W ostatniej historii, Osła, chyba najbardziej tragicznej i przejmującej, oglądamy zwierzę siedzące z początku w inwalidzkim „krześle”. Schönbein ma na głowie czapkę z oślimi uszami, w ustach trzyma wydłużony łeb postaci, zakrywający jej twarz, jasny kostium stanowi korpus lalki, a ręce aktorki (z pomalowanymi na czerwono palcami) są kopytami Osła. Znów całkowicie inna konstrukcja, sposób animacji, odmienna energia. W momencie metamorfozy, Osiał staje na dwóch nogach aktorki, przerzuca pomiędzy nogami swój długi (dwuznaczny) ogon i traktując go jak gitarę elektryczną, urządza znakomity rockowy koncert. Najbardziej zachwyca proces „zbieranie się” osła do pionu. Z trudem prostuje rozjeżdżające się nogi, odgina kark, wyciąga szyję, ale gdy już się pozbierał i zaczął grać – młodnieje w oczach. Przemiany tego rodzaju to dowód prawdziwego mistrzostwa aktorki i animatorki w jednej osobie.

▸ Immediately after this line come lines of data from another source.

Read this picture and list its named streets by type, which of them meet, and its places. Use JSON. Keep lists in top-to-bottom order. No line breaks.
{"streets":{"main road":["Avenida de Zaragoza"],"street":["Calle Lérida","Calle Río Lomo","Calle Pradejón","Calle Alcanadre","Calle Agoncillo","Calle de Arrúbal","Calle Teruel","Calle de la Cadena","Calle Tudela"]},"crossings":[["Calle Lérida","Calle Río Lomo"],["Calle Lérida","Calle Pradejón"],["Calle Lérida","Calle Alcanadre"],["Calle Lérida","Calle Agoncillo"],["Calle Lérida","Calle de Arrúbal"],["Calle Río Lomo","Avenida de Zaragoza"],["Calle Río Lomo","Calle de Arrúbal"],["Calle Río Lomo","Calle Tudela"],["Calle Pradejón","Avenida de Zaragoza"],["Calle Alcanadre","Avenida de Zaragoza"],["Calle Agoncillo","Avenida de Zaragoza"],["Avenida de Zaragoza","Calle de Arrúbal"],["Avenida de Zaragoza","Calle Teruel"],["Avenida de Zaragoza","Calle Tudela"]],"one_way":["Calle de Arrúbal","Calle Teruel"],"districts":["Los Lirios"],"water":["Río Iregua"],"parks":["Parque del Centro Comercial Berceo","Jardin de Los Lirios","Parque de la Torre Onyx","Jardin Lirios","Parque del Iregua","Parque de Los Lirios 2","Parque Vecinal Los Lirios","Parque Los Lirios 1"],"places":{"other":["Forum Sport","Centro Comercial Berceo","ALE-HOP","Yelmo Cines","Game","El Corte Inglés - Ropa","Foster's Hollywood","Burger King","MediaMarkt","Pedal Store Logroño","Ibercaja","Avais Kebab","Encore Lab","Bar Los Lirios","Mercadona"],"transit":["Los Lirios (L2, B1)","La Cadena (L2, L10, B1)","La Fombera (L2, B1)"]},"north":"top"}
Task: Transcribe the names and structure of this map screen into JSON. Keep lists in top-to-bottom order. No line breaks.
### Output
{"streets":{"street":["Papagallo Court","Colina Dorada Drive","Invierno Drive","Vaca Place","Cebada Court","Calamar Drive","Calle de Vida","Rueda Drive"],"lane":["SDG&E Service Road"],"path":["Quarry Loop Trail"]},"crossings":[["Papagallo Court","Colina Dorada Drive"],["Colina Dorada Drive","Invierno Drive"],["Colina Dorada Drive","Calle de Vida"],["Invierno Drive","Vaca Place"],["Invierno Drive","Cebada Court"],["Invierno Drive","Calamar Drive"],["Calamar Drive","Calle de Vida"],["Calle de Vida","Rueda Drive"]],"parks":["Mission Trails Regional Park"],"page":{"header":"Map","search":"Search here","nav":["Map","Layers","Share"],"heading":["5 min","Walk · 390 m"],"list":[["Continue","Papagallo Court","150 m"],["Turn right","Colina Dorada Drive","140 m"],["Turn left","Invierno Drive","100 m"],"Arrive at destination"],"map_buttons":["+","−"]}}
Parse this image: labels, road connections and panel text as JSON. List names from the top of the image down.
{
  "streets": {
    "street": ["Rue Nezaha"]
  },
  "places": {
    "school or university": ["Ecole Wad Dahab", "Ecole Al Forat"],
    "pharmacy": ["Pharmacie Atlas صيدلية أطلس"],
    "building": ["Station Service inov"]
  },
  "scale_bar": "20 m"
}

Spektakl rozpoczyna i kończy efektowna wokaliza trzech performerek (Ilce towarzyszy przy instrumentarium muzycznym Alexandra Lupidi i wspierająca ja Anja Schimanski) wykonujących wielogłosowy utwór składający się z odgłosów czterech zwierząt – bohaterów spektaklu. Ale strona muzyczna Voyage chimère wymaga choć kilku słów komentarza.
Odpowiedzialna za nią jest Alexandra Lupidi, kompozytorka, wokalistka, multiinstrumentalistka od lat współpracująca z Ilką Schönbein i współtworząca sukcesy Teatru Meschugge. Podobnie jak Schönbein jest genialną lalkarką, Lupidi jest muzyczno-wokalnym geniuszem. W Voyage chimère przypada jej rola konferansjerki, rola w zasadzie aktorska. To ona wprowadza tematy, rozmawia z widownią, ustala porządek spektaklu, wypełnia na rozmaite sposoby przerwy pomiędzy scenami. Ale przede wszystkim śpiewa i gra na różnych instrumentach. Jej śpiew jest zniewalający, buduje dramaturgię zdarzeń, chwilami subtelnie liryczny, w innej scenie operowy czy rockowy. Wachlarz umiejętności Alexandry Lupidi wydaje się nie mieć końca i ma to ogromne znaczenie dla przebiegu całego spektaklu.
Doprawdy oglądamy i słuchamy koncertu w wykonaniu dwóch wyjątkowych artystek: Ilki Schönbein i Alexandry Lupidi. Ich talenty oszołamiają. Wielkie brawa!